The Gappers of the title are tennis-ball sized pests that love goats and emit a horrible high-pitched squeal of glee when they attach themselves to the animals. The children of Fripp, a threehouse village by the sea, are tasked with brushing the Gappers off the goats and back into the ocean, which exhausts the kids, but which is necessary, otherwise the goats will stop producing milk, stop eating and fall over — not dead, but from mortification. Then, the villagers will have no income as they rely on selling their goat milk in the nearest town.
It’s a fable of neighbourly duty and co-existence and it shares DNA with the folk tale The Little Red Hen, but the Saunders story is wilder, more magical, and definitely funnier. There’s a sandin-the-underpants scene for the kids, and a ridiculous explainer of teenage hormones for the parents.
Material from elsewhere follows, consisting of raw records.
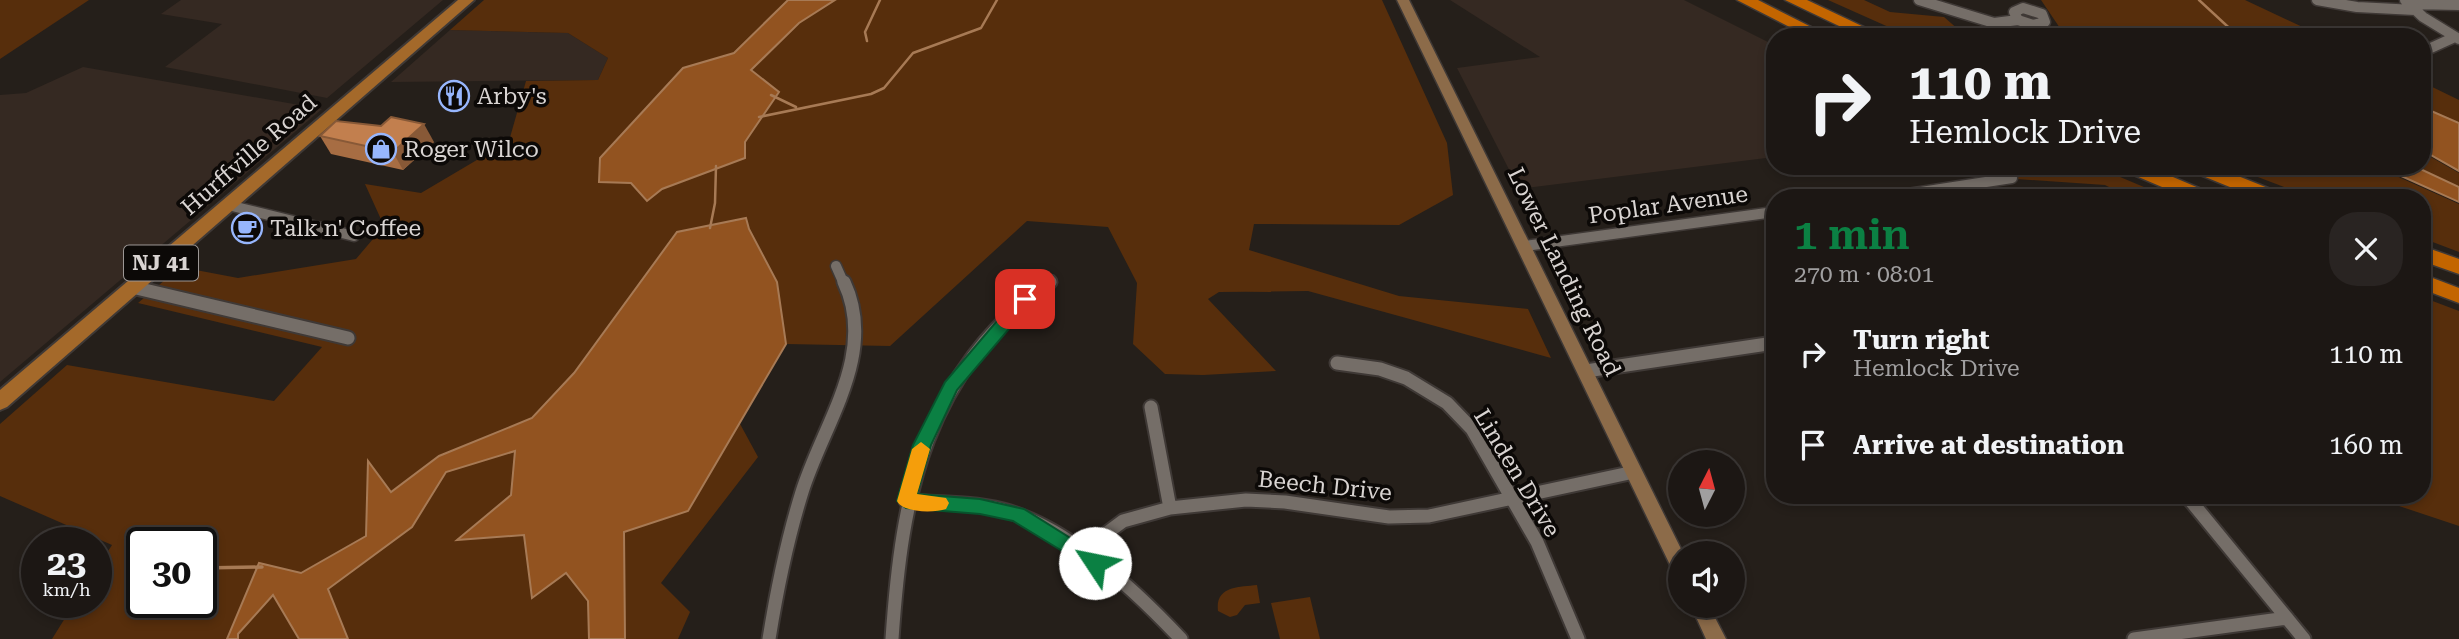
<!DOCTYPE html>
<html lang="en">
<head>
<meta charset="utf-8">
<style>
  :root { --surface:#1c1714; --page:#292422; --text:#f1f3f6; --muted:#a09fa0; --line:#3a3634; --accent:#0b8043 }
  body { margin:0; font-family:"Roboto Serif",serif; background:var(--page); color:var(--text); height:100vh; display:flex; flex-direction:column; font-size:26px; white-space:nowrap }
  * { box-sizing:border-box; margin:0 }
  p { font-size:23px; color:var(--muted) }
  .icon { flex:none; width:38px; height:38px; fill:none; stroke:currentColor; stroke-width:2; stroke-linecap:round; stroke-linejoin:round }
  .map { position:relative; flex:1; overflow:hidden }
  .panel { position:absolute; left:1766px; top:189px; width:665px; height:315px; display:flex; flex-direction:column; background:var(--surface); border-radius:28px; box-shadow:0 4px 10px #0003,0 0 0 2px var(--line) }
  .panel>* { flex:none }
  .guide { position:absolute; left:1766px; top:28px; width:665px; height:147px; border-radius:28px; box-shadow:0 4px 10px #0003,0 0 0 2px var(--line); background:#1c1714; color:var(--text); overflow:hidden }
  .needle { width:46px; rotate:6deg }
  .fabs { position:absolute; left:1668px; top:450px; display:grid; gap:14px }
  .fabs a { display:grid; place-items:center; width:77px; height:77px; border-radius:50%; background:var(--surface); box-shadow:0 4px 10px #0003,0 0 0 2px var(--line); font-size:35px }
  .speed { position:absolute; left:21px; top:527px; display:flex; gap:14px; font-size:35px; font-weight:700; text-align:center }
  .speed>* { display:grid; place-content:center; width:91px; height:91px; border-radius:50%; background:var(--surface); box-shadow:0 4px 10px #0003,0 0 0 2px var(--line); line-height:1 }
  .speed small { font-size:18px; font-weight:400 }
  .speed .limit { border:4px solid #111; border-radius:10px; background:#fff; color:#111 }
  .pin { position:absolute; display:grid; place-items:center; width:60px; height:60px; color:#fff; margin:-30px; border-radius:14px; box-shadow:0 4px 10px #0006 }
  .me { position:absolute; width:77px; margin:-38px; rotate:304deg; stroke-linejoin:round; filter:drop-shadow(0 0 5px #0008) }
  .turn { display:flex; align-items:center; gap:24px; height:147px; padding:0 28px; font-size:32px }
  .turn .icon { width:91px; height:91px; stroke-width:2.5 }
  .turn b { display:block; font-size:49px; line-height:60px }
  .round { display:grid; place-items:center; flex:none; width:74px; height:74px; border-radius:28px; background:var(--page) }
  .head { display:flex; align-items:center; justify-content:space-between; height:119px; padding:0 28px }
  h1 { font-size:42px; font-weight:600; line-height:52px; color:var(--accent) }
  ul { padding:0; list-style:none }
  li { display:flex; align-items:center; gap:21px; height:91px; padding:0 28px }
  li div { flex:1 }
  li b { display:block; font-size:26px }
  li em { font-style:normal }
  .map>svg:first-child { display:block }
</style>
</head>
<body>
<div class="map">
<svg width="2459" height="639" viewBox="0 0 2459 639">
  <rect width="100%" height="100%" fill="#251f1a"/>
  <path fill="#352922" d="M181,0H443L327,98L165,67L222,24L161,14Z
    M1450,0H1684L1774,45V157L1519,189L1457,68L1540,57Z
    M450,30L568,33L608,58L598,80L391,82Z
    M83,67L322,109L0,382V95L26,93Z"/>
  <path fill="#572e0c" fill-rule="evenodd" d="M0,0H89L0,59Z
    M484,0H788L734,53L683,68L631,183L647,201L662,189L745,158V142L779,92L751,70L799,23L835,0H1382L1447,143L1453,195L1399,225L1254,224L1249,250L1399,296L1528,309L1551,358L1308,291L1219,292L1208,299L1276,371L1203,375L1165,374L1133,344L1137,283L1108,227L1027,221L890,346L786,344L777,282L749,229L746,218L677,232L574,373L532,418L439,456L390,493L368,463L366,536L301,573L259,564L227,639H52L75,602H96V570L112,545L0,496V424L67,365L274,401L322,347L138,303L180,267L238,278L356,259L384,226L365,184L421,193L509,141L526,81L598,80L608,58L568,33L450,30ZM142,542H201V602H142Z
    M1828,0H1864L1890,12L1944,17L1967,37H1911Z
    M2041,0H2245L2324,37H2066Z
    M2422,82L2459,100V123L2422,111Z
    M2422,152L2459,173V187L2415,166H2422Z
    M2005,166H2094L2170,198H2131L2105,185L2016,179Z
    M2229,166H2374L2459,204V252L2422,238V198H2313Z
    M2422,297L2459,311V526L2366,495H2422Z
    M739,422L758,457L661,583L690,612L678,639H625L624,532L688,511Z
    M515,451L511,495L458,539L524,535L532,597L566,572L588,601L589,639H348L328,589L412,527L446,472Z
    M1257,585L1260,603L1245,605L1237,615L1230,617L1218,611C1215,586 1239,587 1257,585Z
    M273,594L299,639H238V634Z
    M1310,597L1320,639H1280L1271,603Z"/>
  <path fill="#925320" stroke="#a77a55" stroke-width="2" d="M788,0H835L799,23L751,70L779,92L745,142V158L662,189L647,201L631,183L599,182L600,158L683,68L734,53Z
    M2422,107L2459,123V171L2422,150Z
    M2379,166H2414L2459,187V202Z
    M746,218L749,229L777,282L786,344L688,511L624,532L625,639H589L588,601L566,573L532,598L524,535L457,540L511,495L515,451L446,472L412,527L328,589L348,639H299L273,595L238,634V639H227L259,563L301,573L366,536L368,461L391,492L439,456L532,418L574,373L677,232Z"/>
  <g fill="none" stroke-linecap="round" stroke-linejoin="round">
    <path stroke="#a77a55" stroke-width="2.5" d="M2199,0L2239,37
      M867,41L865,32L880,0
      M771,95L796,107
      M759,117L871,94L884,88L913,53L981,28L997,0
      M710,228L715,203L716,166"/>
    <path stroke="#a77a55" stroke-width="3.5" d="M201,568L262,567"/>
    <g stroke="#3f3936" stroke-width="13">
      <path id="street-far1" d="M1919,0L1994,23L2018,20
        M2317,0L2357,7L2415,10
        M2405,0L2423,17L2459,39
        M2409,4L2459,5
        M2023,8L2042,14L2045,22L2033,25L2018,20L2014,12Z
        M1994,23L2002,37
        M2422,52L2455,37
        M1882,198L2012,178
        M228,205L354,236
        M1525,246L1774,212
        M836,266L844,284
        M1048,284L1050,282"/>
    </g>
    <g stroke="#3f3936" stroke-width="17">
      <path id="street" d="M132,287L348,338
        M1337,363L1380,369L1406,378L1447,403L1472,429L1537,542L1578,639
        M1586,371L1774,343
        M1151,407L1170,508
        M2186,495L2304,639
        M906,501C938,503 972,502 1003,510C1068,527 1136,591 1181,639
        M1080,553L1123,521L1170,508L1246,500L1285,502L1389,517L1429,516L1634,472
        M769,639C777,589 787,540 802,492C823,424 878,354 844,282
        M892,639C902,493 924,374 1050,282
        M2134,639L2287,618"/>
    </g>
    <g stroke="#3f3936" stroke-width="3">
      <path id="secondary" d="M1397,0H1409L1683,553H1680V573L1673,571Z
        M1691,606H1709L1726,639H1706Z"/>
    </g>
    <g stroke="#3f3936" stroke-width="4">
      <path id="primary" d="M458,0H474L7,407L0,410V390Z"/>
    </g>
    <g stroke="#3f3936" stroke-width="3">
      <path id="highway" d="M1737,0H1758L1831,37H1809Z
        M1785,0H1807L1885,37H1862Z
        M2120,166H2147L2213,194L2215,198H2188L2122,170Z
        M2186,166H2213L2283,194L2285,198H2257L2188,170Z
        M2422,246L2459,259V274L2422,261Z
        M2422,274L2459,288V303L2422,289Z"/>
    </g>
    <use href="#street-far1" stroke="#756e68" stroke-width="10"/>
    <use href="#street" stroke="#756e68" stroke-width="13"/>
    <use href="#secondary" fill="#8c6b49" fill-rule="evenodd"/>
    <use href="#primary" fill="#a4692a" fill-rule="evenodd"/>
    <use href="#highway" fill="#c36500" fill-rule="evenodd"/>
  </g>
  <path fill="#a76d43" d="M320,136L434,142L403,170L331,154Z"/>
  <path fill="#885937" d="M424,124L434,142L403,170L393,152Z"/>
  <path fill="#c27f4e" stroke="#885937" stroke-width="2" d="M391,117L424,124L393,152L320,136L336,121L381,126Z"/>
  <path fill="#0b8043" stroke="#07532c" stroke-width="2" d="M1025,294L1031,295V303L957,390L931,445L917,494L980,499L1024,509L1102,558L1104,563L1102,569L1095,571L1013,521L980,514L906,508L897,501L913,445L945,382L1019,295Z"/>
  <path fill="#f59e0b" d="M921,442L930,449L917,494L946,498L949,503L946,509C934,513 903,513 897,501L912,449Z"/>
  <defs>
    <g id="restaurant-ring" transform="scale(1.575)"><circle r="9.5" fill="#0c0907" stroke="#97b6fd" stroke-width="1.5"/><path d="M-5-6h1v4h1v-4h1v4h1v-4h1v5L-1.5 .5V6h-2V.5L-5-1ZM5-6V6H3V1.5H1.5Q1.5-4 5-6Z" fill="#97b6fd"/></g>
    <g id="shop-ring" transform="scale(1.575)"><circle r="9.5" fill="#0c0907" stroke="#97b6fd" stroke-width="1.5"/><path d="M-5-2.5h2.3a2.7 3.5 0 0 1 5.4 0H5L5.5 6h-11ZM-1.5-2.5h3a1.5 2.3 0 0 0-3 0Z" fill="#97b6fd"/></g>
    <g id="cafe-ring" transform="scale(1.575)"><circle r="9.5" fill="#0c0907" stroke="#97b6fd" stroke-width="1.5"/><path d="M-5.5-4.5H6V0H3Q3 3.5 0 3.5H-2.5Q-5.5 3.5-5.5 0ZM3-3.2v2h1.7v-2ZM-6 4.5H4V6H-6Z" fill="#97b6fd"/></g>
  </defs>
  <g fill-rule="evenodd">
    <use href="#restaurant-ring" x="454" y="96"/>
    <use href="#shop-ring" x="381" y="149"/>
    <use href="#cafe-ring" x="247" y="228"/>
  </g>
  <g text-anchor="middle" dominant-baseline="central" stroke-width="7" stroke-linejoin="round" paint-order="stroke">
    <rect fill="#0c0907" stroke="#9c9795" stroke-width="2" x="124" y="245.5" width="74" height="35" rx="5"/>
    <g font-size="21" font-weight="bold" fill="#d9d4d2">
      <text x="161" y="263">NJ 41</text>
    </g>
    <g font-size="23" fill="#d9d4d2" stroke="#0c0907" text-anchor="start">
      <text x="477" y="96">Arby's</text>
      <text x="404" y="149">Roger Wilco</text>
      <text x="270" y="228">Talk n' Coffee</text>
    </g>
    <g font-size="23" fill="#d9d4d2" stroke="#0c0907">
      <text transform="translate(249 155) rotate(-41)">Hurffville Road</text>
      <text transform="translate(1668 205) rotate(-8)">Poplar Avenue</text>
      <text transform="translate(1564 272) rotate(64)">Lower Landing Road</text>
      <text transform="translate(1517 473) rotate(59)">Linden Drive</text>
      <text transform="translate(1325 486) rotate(6)">Beech Drive</text>
    </g>
  </g>
</svg>
<div class="fabs">
<a><svg class="needle" viewBox="-14 -14 28 28"><path d="M0-13l5 13h-10z" fill="#e53935"/><path d="M0 13l5-13h-10z" fill="#a09fa0"/></svg></a>
<a><svg class="icon" aria-label="sound" viewBox="0 0 24 24"><path d="M4 9h4l5-4v14l-5-4H4zM17 9q2 3 0 6"/></svg></a>
</div>
<div class="speed"><div>23<small>km/h</small></div><div class="limit">30</div></div>
<div class="pin" style="left:1025px;top:299px;background:#d93025"><svg class="icon" aria-label="arrive" viewBox="0 0 24 24"><path d="M6 21V4h12l-3 4 3 4H6"/></svg></div>
<svg class="me" style="left:1095px;top:563px" viewBox="-20 -20 40 40"><circle r="19" fill="#fff"/><path d="M0-13L10 11 0 6-10 11z" fill="#0b8043"/></svg>
<div class="guide">
<div class="turn"><svg class="icon" aria-label="right" viewBox="0 0 24 24"><path d="M7 20v-9h11M14 6l5 5-5 5"/></svg><div><b>110 m</b>Hemlock Drive</div></div>
</div>
<section class="panel">
<div class="head"><div><h1>1 min</h1><p>270 m · 08:01</p></div><a class="round"><svg class="icon" aria-label="close" viewBox="0 0 24 24"><path d="M6 6l12 12M18 6L6 18"/></svg></a></div>
<ul>
<li><svg class="icon" aria-label="right" viewBox="0 0 24 24"><path d="M7 20v-9h11M14 6l5 5-5 5"/></svg><div><b>Turn right</b><p>Hemlock Drive</p></div><em>110 m</em></li>
<li><svg class="icon" aria-label="arrive" viewBox="0 0 24 24"><path d="M6 21V4h12l-3 4 3 4H6"/></svg><div><b>Arrive at destination</b></div><em>160 m</em></li>
</ul>
</section>
</div>
</body>
</html>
Finally, during quieter moments at home, we listened and re-listened to
How to Read a Book, a short poem by award-winning American poet and children’s book author, Kwame Alexander.
The poem doesn’t instruct, as the title suggests, but instead illuminates the limitlessness of reading; how it can take place anywhere and be anything. I’m presently planning our listening for the rest of the summer and top of my list is Alexander’s much-lauded basketball themed novel-in-verse, The Crossover, which seems the perfect pick to prolong our bliss, following the Toronto Raptors NBA win.
How to Read a Book was written in summer, Alexander tells us in a note that follows the poem, a time when he’d spent many hours reading and re-reading books with his then 2-year-old daughter.
“Now, sleep./ dream./ hope./ (you never reach)/ the end,” he says in the last verse, and, it struck me that this sentiment could extend to our feelings about summer and, also, about childhood.
We dream, hope, that both will never end.
Taking a long family road trip? Try loading up some audiobooks to keep the whole family happy and entertained.